------ Input data

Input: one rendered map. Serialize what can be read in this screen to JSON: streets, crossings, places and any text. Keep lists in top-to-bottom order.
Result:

------------
------ Input data

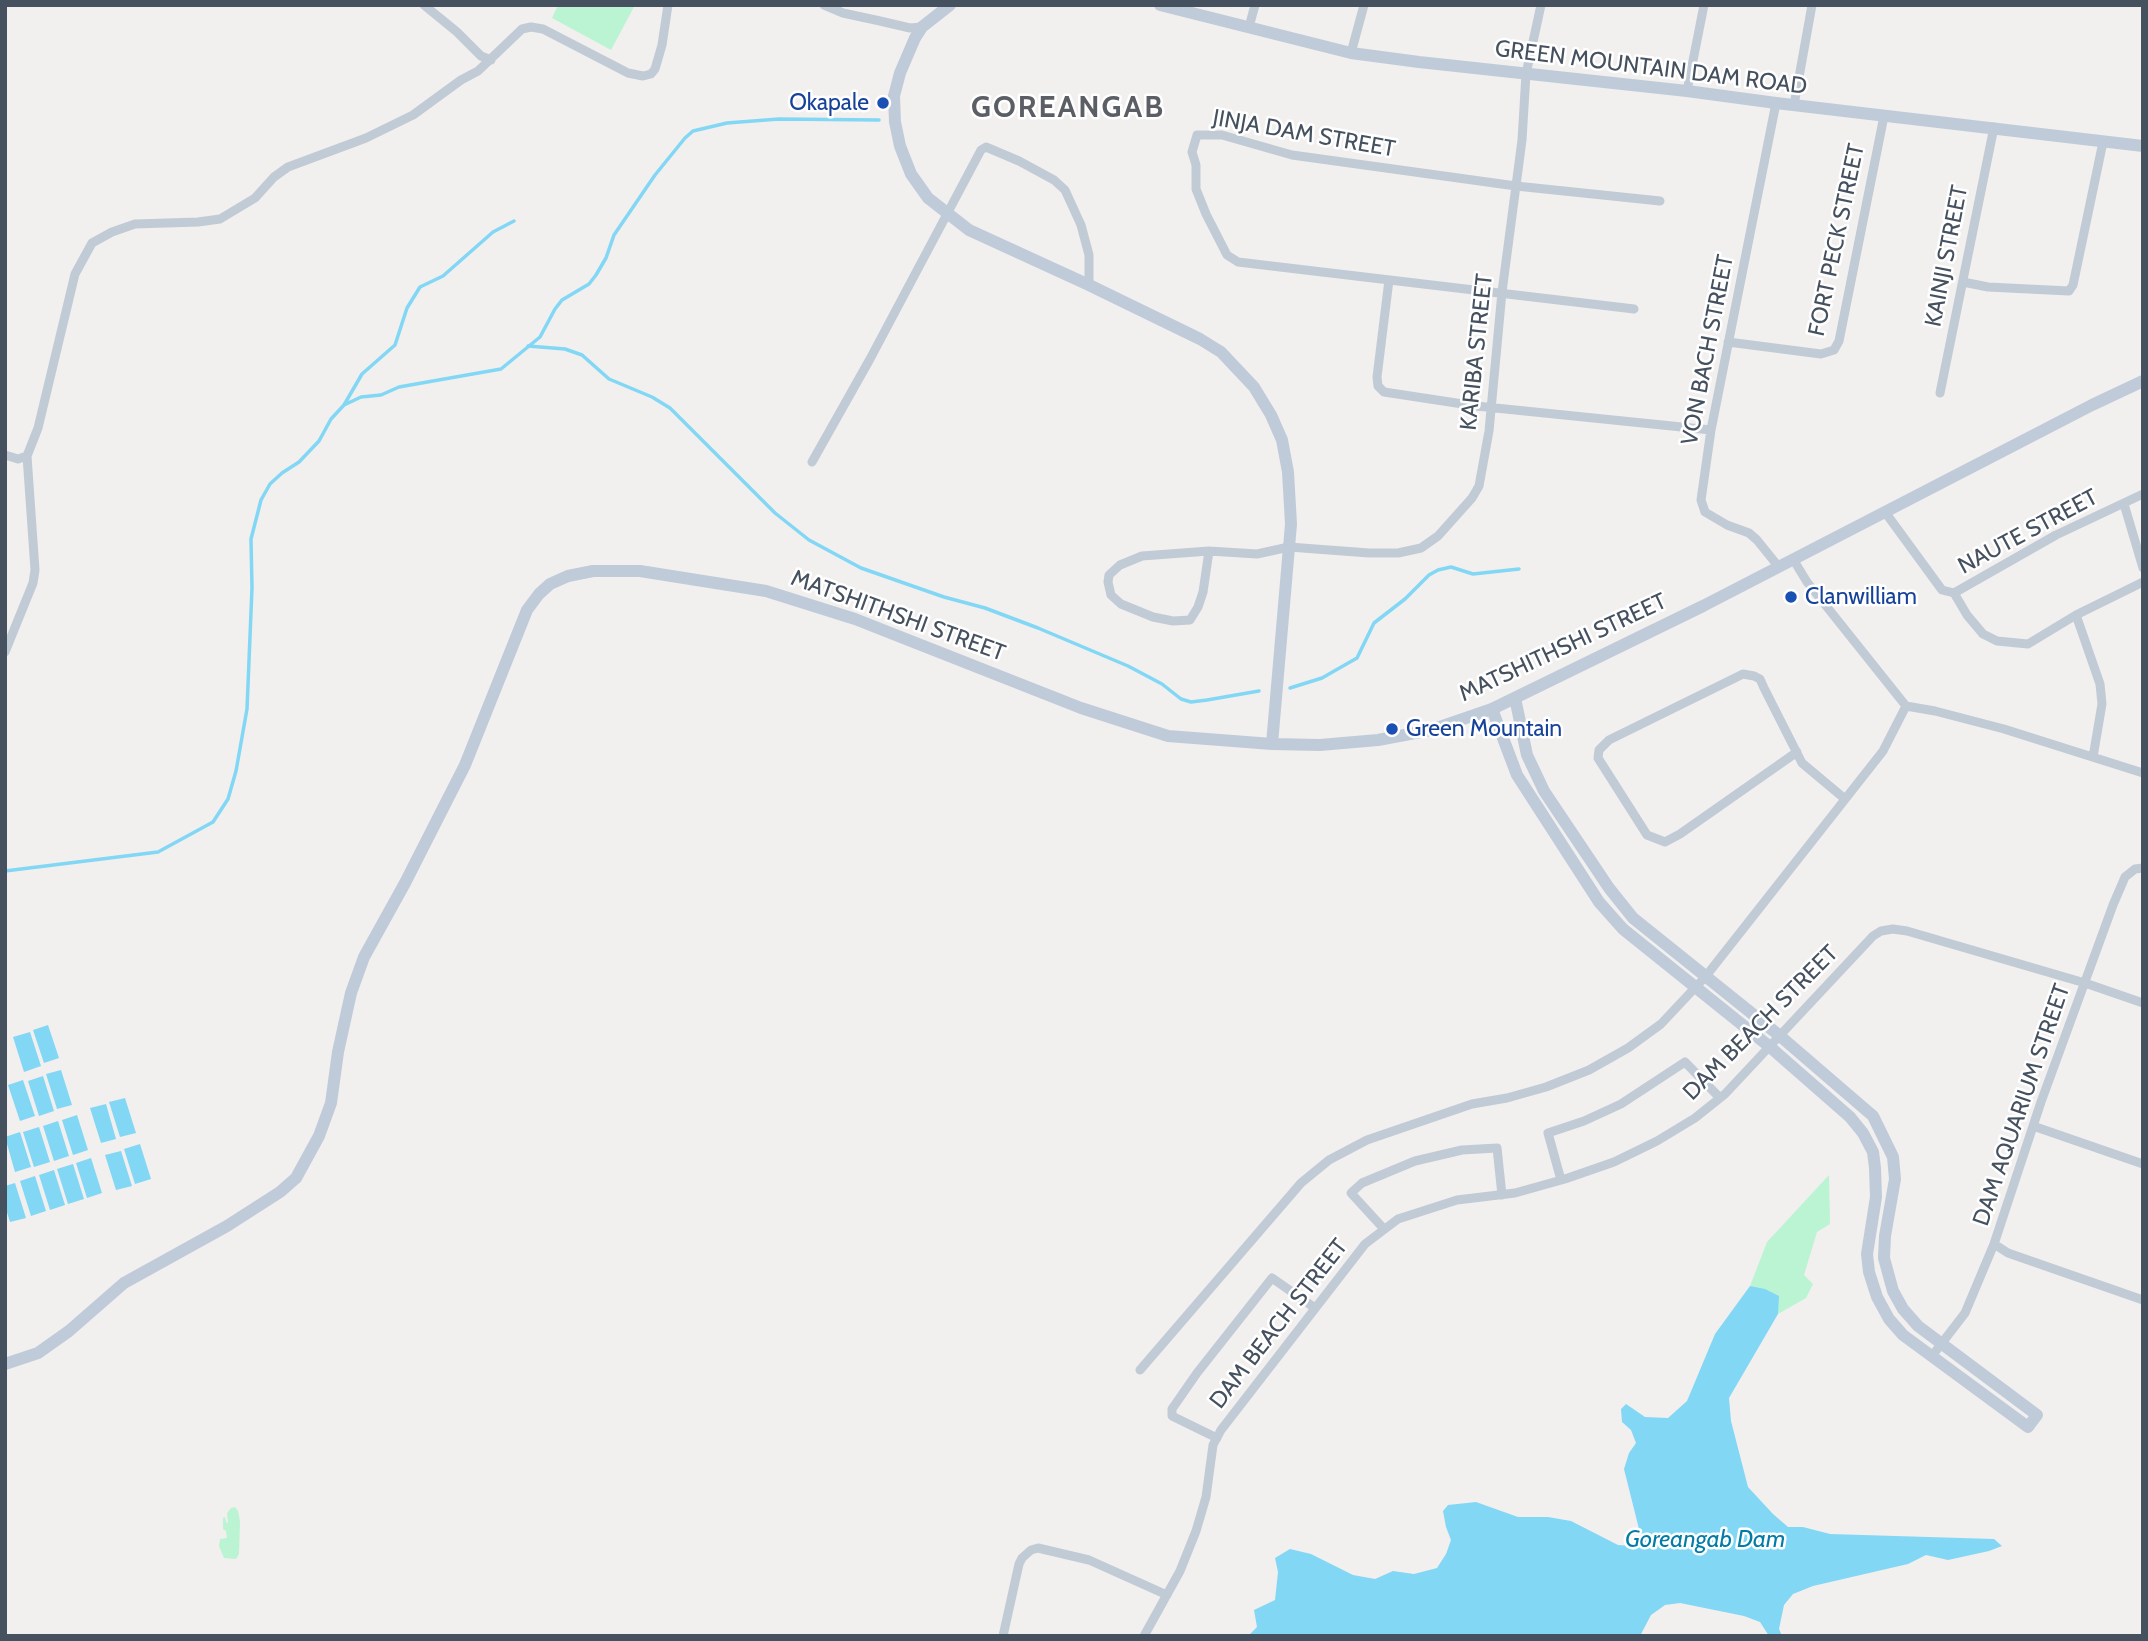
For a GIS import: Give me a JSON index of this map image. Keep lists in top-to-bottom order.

------------

### The problem
Work out the number of lines in the records that contain the string "bottom". Nothing but that number should be sent back.

### Task response
2